Love it or hate it, but Microsoft is fairly ubiquitous in any business environment. That could be reliance on Excel spreadsheets and Word documents up to full-blown Azure environments, PowerBI reports, etc.
I have learned that there are some times when R and OneDrive butt heads, so here are some tips for making them get along:
Tip 1: Don’t install R to a OneDrive folder
Newer versions of R don’t suggest this anymore, but be sure not to install R into a OneDrive synced folder like Documents. It sounds like a good idea for portability, but updates will throw a great big wrench into things in a hurry, trust me. This also applies to related software like quarto, rtools, python/conda, really anything that can be installed locally as a normal user.

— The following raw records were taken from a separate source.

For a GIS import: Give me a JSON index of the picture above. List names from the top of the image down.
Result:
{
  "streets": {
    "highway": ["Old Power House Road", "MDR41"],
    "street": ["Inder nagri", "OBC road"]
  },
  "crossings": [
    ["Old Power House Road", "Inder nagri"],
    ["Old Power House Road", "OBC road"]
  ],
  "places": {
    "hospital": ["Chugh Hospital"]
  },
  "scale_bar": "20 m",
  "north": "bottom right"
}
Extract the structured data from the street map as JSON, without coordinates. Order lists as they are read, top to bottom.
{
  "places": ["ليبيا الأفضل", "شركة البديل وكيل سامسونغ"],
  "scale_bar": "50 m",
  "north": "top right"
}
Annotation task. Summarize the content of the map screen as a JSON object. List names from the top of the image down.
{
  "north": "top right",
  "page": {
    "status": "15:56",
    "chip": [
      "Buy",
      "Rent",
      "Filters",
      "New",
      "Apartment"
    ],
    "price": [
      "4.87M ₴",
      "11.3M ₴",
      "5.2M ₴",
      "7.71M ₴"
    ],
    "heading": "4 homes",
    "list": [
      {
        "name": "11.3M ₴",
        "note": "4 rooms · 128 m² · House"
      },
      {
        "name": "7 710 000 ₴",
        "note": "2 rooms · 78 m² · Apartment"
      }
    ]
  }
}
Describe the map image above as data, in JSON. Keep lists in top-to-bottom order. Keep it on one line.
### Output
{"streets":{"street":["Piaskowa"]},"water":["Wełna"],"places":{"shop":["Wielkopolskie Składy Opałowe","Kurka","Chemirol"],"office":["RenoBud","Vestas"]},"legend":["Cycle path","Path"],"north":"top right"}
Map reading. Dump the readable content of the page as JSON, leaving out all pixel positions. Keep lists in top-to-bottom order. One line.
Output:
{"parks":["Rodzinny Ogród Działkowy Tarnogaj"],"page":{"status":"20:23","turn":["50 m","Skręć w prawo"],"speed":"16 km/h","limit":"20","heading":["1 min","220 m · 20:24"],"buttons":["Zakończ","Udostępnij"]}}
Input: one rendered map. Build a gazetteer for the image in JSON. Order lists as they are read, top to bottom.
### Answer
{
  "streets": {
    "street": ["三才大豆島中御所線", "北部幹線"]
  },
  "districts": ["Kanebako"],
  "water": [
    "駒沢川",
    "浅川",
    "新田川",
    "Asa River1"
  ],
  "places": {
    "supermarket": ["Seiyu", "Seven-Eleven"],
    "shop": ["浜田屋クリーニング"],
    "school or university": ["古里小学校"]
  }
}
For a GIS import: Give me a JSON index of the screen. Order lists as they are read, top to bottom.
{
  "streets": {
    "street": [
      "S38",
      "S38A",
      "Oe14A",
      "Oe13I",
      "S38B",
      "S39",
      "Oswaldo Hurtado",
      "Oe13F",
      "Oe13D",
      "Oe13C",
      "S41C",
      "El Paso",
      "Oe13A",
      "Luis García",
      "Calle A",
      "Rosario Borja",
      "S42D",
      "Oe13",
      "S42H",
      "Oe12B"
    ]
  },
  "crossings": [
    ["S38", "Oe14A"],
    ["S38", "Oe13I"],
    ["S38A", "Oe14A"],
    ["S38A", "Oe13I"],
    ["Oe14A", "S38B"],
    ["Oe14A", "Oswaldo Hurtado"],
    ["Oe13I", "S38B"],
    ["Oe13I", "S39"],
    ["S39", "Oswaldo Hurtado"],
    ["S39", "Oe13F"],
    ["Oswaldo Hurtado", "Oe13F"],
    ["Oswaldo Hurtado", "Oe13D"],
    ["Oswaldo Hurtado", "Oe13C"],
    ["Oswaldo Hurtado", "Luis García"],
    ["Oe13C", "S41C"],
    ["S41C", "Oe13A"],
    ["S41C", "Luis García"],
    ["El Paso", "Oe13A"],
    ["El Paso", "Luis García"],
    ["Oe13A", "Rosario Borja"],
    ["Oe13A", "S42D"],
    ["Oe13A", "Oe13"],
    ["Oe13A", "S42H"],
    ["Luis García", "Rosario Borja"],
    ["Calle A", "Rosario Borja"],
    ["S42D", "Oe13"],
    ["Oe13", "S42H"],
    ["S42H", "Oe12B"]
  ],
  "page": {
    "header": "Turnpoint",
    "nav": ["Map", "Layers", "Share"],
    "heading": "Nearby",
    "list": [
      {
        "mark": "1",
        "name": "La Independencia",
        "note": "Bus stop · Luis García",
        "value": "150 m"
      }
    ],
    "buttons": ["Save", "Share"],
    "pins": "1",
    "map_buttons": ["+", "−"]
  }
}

Tip 2: No R Projects (with some caveats)
Unfortunately, this will also throw a wrench into things. R Studio makes a lot tiny folders with very deep folder trees and you can very quickly run into Window’s character limits. This is a major issue for RMarkdown/Quarto documents, and will break the ability to view code output without rendering. And then when you do render, all of those tiny deeply-nested files get changed and OneDrive loses it’s mind trying to track the changes. In fact, even when not using R Projects, it’s a good idea to wait a little while between document renders for this very reason.
The only real way to use R Projects is to keep them outside of OneDrive folders. That works well, but then you lose the backup features of OneDrive. It really depends on your company’s storage environment.
In lieu of R Projects, the best suggestion I have is to make a new folder for any project you’re working on and keep all scripts and outputs there. It’s not the same as a project but it will get the job done.
Tip 3: Always keep on this device
This option (via right-click in Windows Explorer) is a life-saver for reading data from shared locations. There’s just not a good way that I know of to access documents in the OneDrive/SharePoint cloud, so keeping them synced on your local PC is the only way. reaxl::read_xlsx
attempting access a file seems to trigger Windows to download said file, but not always. And if a file is unchanged or unopened (at least as far as Windows knows) for a certain amount of time, that file may get removed locally to save storage space and then your scripts to read data will stop working.